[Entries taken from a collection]
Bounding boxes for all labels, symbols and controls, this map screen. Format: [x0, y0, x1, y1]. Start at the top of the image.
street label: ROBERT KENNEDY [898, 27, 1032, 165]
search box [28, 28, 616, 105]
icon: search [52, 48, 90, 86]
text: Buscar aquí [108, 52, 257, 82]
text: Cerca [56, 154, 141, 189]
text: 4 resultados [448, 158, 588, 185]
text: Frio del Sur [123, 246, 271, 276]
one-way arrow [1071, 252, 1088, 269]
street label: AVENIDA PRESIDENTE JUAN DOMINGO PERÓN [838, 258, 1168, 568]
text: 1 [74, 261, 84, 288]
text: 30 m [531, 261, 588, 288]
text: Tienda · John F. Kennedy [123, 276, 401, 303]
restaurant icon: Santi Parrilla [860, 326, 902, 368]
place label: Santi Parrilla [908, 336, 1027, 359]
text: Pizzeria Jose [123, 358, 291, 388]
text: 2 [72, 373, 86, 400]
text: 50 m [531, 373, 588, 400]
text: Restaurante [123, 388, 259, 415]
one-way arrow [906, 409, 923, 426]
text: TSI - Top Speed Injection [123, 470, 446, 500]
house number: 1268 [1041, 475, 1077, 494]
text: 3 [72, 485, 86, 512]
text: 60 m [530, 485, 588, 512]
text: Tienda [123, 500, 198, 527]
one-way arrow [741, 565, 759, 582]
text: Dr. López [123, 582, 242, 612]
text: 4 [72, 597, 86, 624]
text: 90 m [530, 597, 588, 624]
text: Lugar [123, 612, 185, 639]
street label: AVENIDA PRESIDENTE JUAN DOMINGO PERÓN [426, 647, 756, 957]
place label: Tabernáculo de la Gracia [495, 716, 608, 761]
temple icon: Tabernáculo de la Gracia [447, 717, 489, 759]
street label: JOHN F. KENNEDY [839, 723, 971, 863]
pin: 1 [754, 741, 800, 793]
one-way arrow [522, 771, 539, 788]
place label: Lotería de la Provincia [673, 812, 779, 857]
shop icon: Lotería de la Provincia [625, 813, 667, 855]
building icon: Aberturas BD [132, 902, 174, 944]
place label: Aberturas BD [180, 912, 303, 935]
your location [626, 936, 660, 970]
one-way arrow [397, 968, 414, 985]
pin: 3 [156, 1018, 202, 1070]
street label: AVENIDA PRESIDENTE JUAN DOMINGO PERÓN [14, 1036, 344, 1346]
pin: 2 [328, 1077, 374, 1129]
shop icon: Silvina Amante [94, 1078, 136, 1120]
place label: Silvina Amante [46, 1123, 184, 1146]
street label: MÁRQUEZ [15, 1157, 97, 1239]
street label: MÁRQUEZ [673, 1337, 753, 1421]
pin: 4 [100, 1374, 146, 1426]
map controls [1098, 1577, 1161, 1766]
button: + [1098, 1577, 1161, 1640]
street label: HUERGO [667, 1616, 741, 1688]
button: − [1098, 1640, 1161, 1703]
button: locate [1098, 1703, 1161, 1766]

Problem statement:
The full set of entries must be restated exactly, with none omitted.

Solution:
Bounding boxes for all labels, symbols and controls, this map screen. Format: [x0, y0, x1, y1]. Start at the top of the image.
street label: ROBERT KENNEDY [898, 27, 1032, 165]
search box [28, 28, 616, 105]
icon: search [52, 48, 90, 86]
text: Buscar aquí [108, 52, 257, 82]
text: Cerca [56, 154, 141, 189]
text: 4 resultados [448, 158, 588, 185]
text: Frio del Sur [123, 246, 271, 276]
one-way arrow [1071, 252, 1088, 269]
street label: AVENIDA PRESIDENTE JUAN DOMINGO PERÓN [838, 258, 1168, 568]
text: 1 [74, 261, 84, 288]
text: 30 m [531, 261, 588, 288]
text: Tienda · John F. Kennedy [123, 276, 401, 303]
restaurant icon: Santi Parrilla [860, 326, 902, 368]
place label: Santi Parrilla [908, 336, 1027, 359]
text: Pizzeria Jose [123, 358, 291, 388]
text: 2 [72, 373, 86, 400]
text: 50 m [531, 373, 588, 400]
text: Restaurante [123, 388, 259, 415]
one-way arrow [906, 409, 923, 426]
text: TSI - Top Speed Injection [123, 470, 446, 500]
house number: 1268 [1041, 475, 1077, 494]
text: 3 [72, 485, 86, 512]
text: 60 m [530, 485, 588, 512]
text: Tienda [123, 500, 198, 527]
one-way arrow [741, 565, 759, 582]
text: Dr. López [123, 582, 242, 612]
text: 4 [72, 597, 86, 624]
text: 90 m [530, 597, 588, 624]
text: Lugar [123, 612, 185, 639]
street label: AVENIDA PRESIDENTE JUAN DOMINGO PERÓN [426, 647, 756, 957]
place label: Tabernáculo de la Gracia [495, 716, 608, 761]
temple icon: Tabernáculo de la Gracia [447, 717, 489, 759]
street label: JOHN F. KENNEDY [839, 723, 971, 863]
pin: 1 [754, 741, 800, 793]
one-way arrow [522, 771, 539, 788]
place label: Lotería de la Provincia [673, 812, 779, 857]
shop icon: Lotería de la Provincia [625, 813, 667, 855]
building icon: Aberturas BD [132, 902, 174, 944]
place label: Aberturas BD [180, 912, 303, 935]
your location [626, 936, 660, 970]
one-way arrow [397, 968, 414, 985]
pin: 3 [156, 1018, 202, 1070]
street label: AVENIDA PRESIDENTE JUAN DOMINGO PERÓN [14, 1036, 344, 1346]
pin: 2 [328, 1077, 374, 1129]
shop icon: Silvina Amante [94, 1078, 136, 1120]
place label: Silvina Amante [46, 1123, 184, 1146]
street label: MÁRQUEZ [15, 1157, 97, 1239]
street label: MÁRQUEZ [673, 1337, 753, 1421]
pin: 4 [100, 1374, 146, 1426]
map controls [1098, 1577, 1161, 1766]
button: + [1098, 1577, 1161, 1640]
street label: HUERGO [667, 1616, 741, 1688]
button: − [1098, 1640, 1161, 1703]
button: locate [1098, 1703, 1161, 1766]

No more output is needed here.